Covid-19 has turned our lives upsides down. From our workplaces to our playgrounds and politics to the stock market, each day seems to take us further into a state of unsettling unknowns. Events are suspended, postponed and then canceled. Recommendations and forecasts change daily, causing our uncertainties and our unease to multiply. And we have no idea when this state of affairs will end. At a personal level, we have no choice but to learn how to dwell in uncertainty; at a communal level, we must be vigilant about the radical changes such events cause and also open to their opportunities. Remembering the history of cholera — and reading contemporary writings from during its outbreaks — can teach us on these counts.

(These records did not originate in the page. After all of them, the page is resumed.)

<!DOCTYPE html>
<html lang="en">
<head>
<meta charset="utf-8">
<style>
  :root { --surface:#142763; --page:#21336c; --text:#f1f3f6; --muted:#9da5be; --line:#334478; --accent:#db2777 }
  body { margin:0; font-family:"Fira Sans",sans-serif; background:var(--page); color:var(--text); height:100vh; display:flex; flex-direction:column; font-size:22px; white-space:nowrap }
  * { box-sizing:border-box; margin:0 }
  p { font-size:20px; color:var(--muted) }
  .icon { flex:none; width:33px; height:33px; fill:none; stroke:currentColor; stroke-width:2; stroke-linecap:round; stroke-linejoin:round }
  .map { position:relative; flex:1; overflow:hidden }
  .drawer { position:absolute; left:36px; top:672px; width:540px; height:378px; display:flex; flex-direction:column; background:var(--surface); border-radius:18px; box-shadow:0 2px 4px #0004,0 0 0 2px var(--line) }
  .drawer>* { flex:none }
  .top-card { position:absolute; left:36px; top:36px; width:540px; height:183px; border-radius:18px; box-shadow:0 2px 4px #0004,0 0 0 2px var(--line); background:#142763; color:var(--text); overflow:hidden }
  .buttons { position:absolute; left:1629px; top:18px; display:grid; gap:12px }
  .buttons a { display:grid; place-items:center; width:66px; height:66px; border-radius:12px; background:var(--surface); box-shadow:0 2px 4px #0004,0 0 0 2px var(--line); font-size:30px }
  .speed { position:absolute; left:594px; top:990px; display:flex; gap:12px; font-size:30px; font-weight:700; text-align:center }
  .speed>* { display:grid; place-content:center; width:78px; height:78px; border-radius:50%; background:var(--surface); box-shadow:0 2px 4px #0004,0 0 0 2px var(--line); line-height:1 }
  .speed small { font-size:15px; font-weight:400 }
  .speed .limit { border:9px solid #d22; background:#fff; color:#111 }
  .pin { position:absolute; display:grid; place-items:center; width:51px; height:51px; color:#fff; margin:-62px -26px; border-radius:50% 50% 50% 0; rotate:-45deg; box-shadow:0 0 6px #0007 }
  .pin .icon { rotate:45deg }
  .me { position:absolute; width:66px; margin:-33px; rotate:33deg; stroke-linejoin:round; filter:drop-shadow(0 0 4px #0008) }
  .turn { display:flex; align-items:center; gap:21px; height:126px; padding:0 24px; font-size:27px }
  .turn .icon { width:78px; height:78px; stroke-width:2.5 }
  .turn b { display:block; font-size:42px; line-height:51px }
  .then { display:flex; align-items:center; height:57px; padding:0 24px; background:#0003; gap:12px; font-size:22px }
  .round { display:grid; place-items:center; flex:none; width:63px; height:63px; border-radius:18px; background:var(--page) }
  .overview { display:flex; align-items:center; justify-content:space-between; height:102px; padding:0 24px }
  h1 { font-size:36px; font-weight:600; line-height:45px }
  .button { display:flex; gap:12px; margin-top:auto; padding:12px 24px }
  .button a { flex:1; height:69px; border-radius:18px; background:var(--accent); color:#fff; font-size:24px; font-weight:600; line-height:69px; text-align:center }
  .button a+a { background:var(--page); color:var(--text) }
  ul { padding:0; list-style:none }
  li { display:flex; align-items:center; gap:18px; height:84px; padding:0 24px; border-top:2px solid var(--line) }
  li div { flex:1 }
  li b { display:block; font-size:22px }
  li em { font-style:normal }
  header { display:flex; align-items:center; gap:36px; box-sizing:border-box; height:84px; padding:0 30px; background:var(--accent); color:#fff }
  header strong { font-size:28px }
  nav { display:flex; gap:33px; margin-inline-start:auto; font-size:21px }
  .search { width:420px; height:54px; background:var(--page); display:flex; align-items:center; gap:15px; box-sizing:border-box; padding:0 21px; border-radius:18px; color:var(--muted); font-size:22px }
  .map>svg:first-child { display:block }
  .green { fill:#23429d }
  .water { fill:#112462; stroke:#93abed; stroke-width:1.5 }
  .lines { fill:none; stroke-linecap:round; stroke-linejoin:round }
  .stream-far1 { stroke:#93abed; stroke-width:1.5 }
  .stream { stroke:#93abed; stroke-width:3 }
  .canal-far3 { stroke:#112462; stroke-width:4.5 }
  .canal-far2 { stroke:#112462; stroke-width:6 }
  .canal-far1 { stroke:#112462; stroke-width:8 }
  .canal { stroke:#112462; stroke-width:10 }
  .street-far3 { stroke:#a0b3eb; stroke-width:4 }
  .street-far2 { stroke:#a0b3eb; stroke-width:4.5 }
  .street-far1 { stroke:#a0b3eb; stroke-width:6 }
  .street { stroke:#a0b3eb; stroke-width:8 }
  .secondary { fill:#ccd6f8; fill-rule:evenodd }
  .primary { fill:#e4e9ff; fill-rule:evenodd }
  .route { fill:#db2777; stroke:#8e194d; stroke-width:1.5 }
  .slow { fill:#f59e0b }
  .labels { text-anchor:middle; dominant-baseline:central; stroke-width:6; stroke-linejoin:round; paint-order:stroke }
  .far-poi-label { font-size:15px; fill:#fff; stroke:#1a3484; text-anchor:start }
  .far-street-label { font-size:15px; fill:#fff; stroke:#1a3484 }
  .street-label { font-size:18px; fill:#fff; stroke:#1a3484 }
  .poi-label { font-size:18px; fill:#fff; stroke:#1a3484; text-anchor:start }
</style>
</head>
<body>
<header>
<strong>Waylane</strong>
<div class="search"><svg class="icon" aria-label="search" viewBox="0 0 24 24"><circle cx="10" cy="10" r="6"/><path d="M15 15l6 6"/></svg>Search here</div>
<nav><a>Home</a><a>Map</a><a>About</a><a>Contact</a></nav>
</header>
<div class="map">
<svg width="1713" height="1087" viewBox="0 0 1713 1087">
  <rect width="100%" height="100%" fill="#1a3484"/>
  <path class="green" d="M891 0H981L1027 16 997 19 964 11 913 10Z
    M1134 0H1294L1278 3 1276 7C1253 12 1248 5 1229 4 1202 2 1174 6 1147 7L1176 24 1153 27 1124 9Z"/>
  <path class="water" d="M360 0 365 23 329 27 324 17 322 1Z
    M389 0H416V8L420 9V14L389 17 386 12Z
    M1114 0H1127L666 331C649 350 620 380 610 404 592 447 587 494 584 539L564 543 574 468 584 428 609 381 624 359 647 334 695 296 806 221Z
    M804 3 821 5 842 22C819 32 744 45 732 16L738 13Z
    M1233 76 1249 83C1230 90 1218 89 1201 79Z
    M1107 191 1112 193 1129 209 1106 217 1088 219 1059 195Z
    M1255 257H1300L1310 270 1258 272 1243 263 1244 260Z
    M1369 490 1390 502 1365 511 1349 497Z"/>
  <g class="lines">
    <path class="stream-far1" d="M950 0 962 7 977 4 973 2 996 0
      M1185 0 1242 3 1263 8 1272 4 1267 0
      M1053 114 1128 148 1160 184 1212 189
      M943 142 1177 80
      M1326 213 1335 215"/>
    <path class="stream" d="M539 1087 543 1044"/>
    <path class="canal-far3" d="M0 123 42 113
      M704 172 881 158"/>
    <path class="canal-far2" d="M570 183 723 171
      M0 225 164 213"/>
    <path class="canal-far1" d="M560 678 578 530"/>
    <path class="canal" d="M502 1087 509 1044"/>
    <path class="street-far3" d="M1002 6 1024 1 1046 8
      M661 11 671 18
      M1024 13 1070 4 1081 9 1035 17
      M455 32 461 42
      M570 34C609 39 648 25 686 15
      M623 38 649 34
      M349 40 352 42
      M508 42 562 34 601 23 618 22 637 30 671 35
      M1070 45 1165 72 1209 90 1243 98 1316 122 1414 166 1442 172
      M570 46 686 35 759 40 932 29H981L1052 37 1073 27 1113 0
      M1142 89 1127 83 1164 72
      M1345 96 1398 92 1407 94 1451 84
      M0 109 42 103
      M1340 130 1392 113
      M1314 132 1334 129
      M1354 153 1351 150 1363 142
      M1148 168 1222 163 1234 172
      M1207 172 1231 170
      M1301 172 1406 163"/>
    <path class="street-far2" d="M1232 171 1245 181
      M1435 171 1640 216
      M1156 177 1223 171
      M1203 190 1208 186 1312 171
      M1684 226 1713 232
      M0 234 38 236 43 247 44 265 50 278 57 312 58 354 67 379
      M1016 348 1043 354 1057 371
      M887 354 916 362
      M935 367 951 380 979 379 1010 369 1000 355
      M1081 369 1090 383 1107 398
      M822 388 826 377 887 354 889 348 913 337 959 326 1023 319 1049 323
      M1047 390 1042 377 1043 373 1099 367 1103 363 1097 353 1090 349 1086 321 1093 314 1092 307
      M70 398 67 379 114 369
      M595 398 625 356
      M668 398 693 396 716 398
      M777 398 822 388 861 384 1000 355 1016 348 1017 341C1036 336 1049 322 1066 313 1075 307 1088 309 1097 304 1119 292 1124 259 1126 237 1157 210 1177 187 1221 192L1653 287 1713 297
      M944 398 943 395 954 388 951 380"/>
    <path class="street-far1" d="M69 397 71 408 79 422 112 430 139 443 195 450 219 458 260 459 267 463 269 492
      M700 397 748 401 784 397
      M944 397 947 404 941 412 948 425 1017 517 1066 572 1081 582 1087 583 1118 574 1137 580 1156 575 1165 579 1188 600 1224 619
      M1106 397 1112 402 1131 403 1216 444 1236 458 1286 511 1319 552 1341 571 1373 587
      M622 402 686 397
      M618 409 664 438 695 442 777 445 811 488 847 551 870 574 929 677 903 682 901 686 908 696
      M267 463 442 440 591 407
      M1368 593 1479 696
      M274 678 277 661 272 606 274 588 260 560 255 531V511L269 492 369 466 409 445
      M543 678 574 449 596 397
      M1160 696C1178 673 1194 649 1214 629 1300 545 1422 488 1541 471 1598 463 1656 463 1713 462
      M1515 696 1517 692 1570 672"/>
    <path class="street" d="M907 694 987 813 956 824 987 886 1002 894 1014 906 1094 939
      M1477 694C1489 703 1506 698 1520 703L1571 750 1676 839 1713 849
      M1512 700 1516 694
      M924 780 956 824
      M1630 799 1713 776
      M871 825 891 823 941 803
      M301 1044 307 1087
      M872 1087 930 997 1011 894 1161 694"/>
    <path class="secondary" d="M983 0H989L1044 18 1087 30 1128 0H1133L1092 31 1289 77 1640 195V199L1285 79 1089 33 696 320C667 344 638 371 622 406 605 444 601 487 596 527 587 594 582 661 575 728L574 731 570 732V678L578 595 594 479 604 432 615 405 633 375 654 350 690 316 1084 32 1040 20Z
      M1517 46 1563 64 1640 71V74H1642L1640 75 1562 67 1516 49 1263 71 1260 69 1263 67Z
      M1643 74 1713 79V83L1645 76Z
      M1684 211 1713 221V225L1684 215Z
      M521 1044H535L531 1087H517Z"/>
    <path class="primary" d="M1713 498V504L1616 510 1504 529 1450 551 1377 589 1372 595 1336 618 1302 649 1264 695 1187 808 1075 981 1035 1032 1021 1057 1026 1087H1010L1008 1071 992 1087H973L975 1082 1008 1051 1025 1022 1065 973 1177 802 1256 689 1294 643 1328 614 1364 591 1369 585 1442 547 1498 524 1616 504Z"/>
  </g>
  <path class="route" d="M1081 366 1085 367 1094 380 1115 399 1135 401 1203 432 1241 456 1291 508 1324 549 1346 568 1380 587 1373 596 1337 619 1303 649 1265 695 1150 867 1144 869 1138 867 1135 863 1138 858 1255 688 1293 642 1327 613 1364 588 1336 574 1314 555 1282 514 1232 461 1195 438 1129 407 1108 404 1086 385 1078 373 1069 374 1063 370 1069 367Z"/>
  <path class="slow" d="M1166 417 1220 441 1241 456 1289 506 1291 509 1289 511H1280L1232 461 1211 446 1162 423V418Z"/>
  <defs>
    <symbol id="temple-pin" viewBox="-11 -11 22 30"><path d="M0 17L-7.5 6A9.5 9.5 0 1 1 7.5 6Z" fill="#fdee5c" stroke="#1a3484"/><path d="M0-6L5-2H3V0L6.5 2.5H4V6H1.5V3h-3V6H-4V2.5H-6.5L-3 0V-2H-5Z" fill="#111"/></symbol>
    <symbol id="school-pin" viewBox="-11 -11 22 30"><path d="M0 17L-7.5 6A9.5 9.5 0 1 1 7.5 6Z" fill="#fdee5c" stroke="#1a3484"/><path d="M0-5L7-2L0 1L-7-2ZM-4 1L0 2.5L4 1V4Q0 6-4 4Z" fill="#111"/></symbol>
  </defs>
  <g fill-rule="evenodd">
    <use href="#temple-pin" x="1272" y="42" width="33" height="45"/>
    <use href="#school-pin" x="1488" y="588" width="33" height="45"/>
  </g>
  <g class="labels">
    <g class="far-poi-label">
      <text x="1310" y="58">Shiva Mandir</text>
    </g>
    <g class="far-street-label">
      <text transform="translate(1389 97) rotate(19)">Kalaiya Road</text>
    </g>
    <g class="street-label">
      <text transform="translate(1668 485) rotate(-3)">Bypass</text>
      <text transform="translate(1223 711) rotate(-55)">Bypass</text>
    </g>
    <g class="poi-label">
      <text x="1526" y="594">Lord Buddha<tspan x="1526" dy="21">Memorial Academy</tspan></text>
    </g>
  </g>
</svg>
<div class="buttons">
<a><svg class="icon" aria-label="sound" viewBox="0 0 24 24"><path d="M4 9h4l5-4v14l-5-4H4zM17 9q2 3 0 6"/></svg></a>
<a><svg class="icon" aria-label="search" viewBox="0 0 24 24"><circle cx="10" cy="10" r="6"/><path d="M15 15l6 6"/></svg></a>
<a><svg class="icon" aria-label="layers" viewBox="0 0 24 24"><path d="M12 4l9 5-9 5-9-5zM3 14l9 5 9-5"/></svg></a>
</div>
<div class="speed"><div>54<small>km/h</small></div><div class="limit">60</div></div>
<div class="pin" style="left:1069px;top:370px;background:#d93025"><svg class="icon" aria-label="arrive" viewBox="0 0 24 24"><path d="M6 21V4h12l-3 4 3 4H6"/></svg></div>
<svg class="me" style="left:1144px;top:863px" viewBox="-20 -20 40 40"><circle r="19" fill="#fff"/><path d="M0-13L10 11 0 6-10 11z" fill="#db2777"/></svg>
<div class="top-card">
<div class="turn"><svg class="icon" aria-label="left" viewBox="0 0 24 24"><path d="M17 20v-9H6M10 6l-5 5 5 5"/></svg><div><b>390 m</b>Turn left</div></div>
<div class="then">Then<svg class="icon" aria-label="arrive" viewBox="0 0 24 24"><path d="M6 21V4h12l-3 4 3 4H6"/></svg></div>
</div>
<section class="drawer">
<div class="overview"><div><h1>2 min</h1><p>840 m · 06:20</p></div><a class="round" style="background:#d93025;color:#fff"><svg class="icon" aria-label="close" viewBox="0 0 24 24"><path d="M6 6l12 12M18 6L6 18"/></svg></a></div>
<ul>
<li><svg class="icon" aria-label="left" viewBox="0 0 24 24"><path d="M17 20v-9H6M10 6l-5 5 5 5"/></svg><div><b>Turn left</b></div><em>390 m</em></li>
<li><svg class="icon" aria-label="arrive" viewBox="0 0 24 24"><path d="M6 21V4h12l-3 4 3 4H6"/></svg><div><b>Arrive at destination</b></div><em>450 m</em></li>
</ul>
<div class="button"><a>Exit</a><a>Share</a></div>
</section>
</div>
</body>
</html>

Cholera was a wholly new disease for Americans in the 1830s. It had appeared in North America for the first time on June 6, 1832, after arriving from Ireland on a boat called The Carrick and quickly moved through Quebec and Montreal down the East Coast. The consequences were devastating. An otherwise healthy individual might have stomach pains in the morning, suffer vomiting and diarrhea shortly after, and die, sometimes within hours. The diptych was a popular form of visually representing the experience of cholera’s quick work: On one side was a person in the bloom of health, and on the other, the same figure, sick with a blue tint and pinched face. Cholera was significantly more deadly than covid-19 and killed much more quickly; it had a 50 percent mortality rate and killed millions worldwide.

Writings from the 19th-century cholera pandemics can help connect us to the terrifying, rapidly changing experiences of pandemics past. For example, facing the deep uncertainty of the 1849 Cincinnati outbreak, Harriet Beecher Stowe tried staying strong. Worried her husband might get sick on the journey from Brattleboro, Vt., she told him not to come home, explaining in a letter dated June 29 that even though cholera had taken 116 lives in the city that day and “the air was of that peculiarly oppressive, deathly kind that seemed to lie like lead on the brain and soul … none of us are sick and it is very uncertain whether we shall be.” But on July 26 she had to write that their “dear little” Charley was dead. “I write as though there were no sorrow like my sorrow, yet there has been in this city,” she reflected, “scarce a house without its dead. This heartbreak, this anguish, has been everywhere, and when it will end God alone knows.”

The popular gothic stories of the period captured the experience of cholera well — and some medical literature even adopted gothic language in its discussion of the disease. People and spaces that seemed natural, predictable, familiar one day could be inexplicably and uncannily rendered unnatural, unpredictable and foreign the next. In some cases, the onset of the disease occurred without warning, and, as Stowe’s account suggests, it could bring a city suddenly to its knees. Furthermore, the extreme symptoms could transform the appearance of loved ones shockingly quickly and horrifically.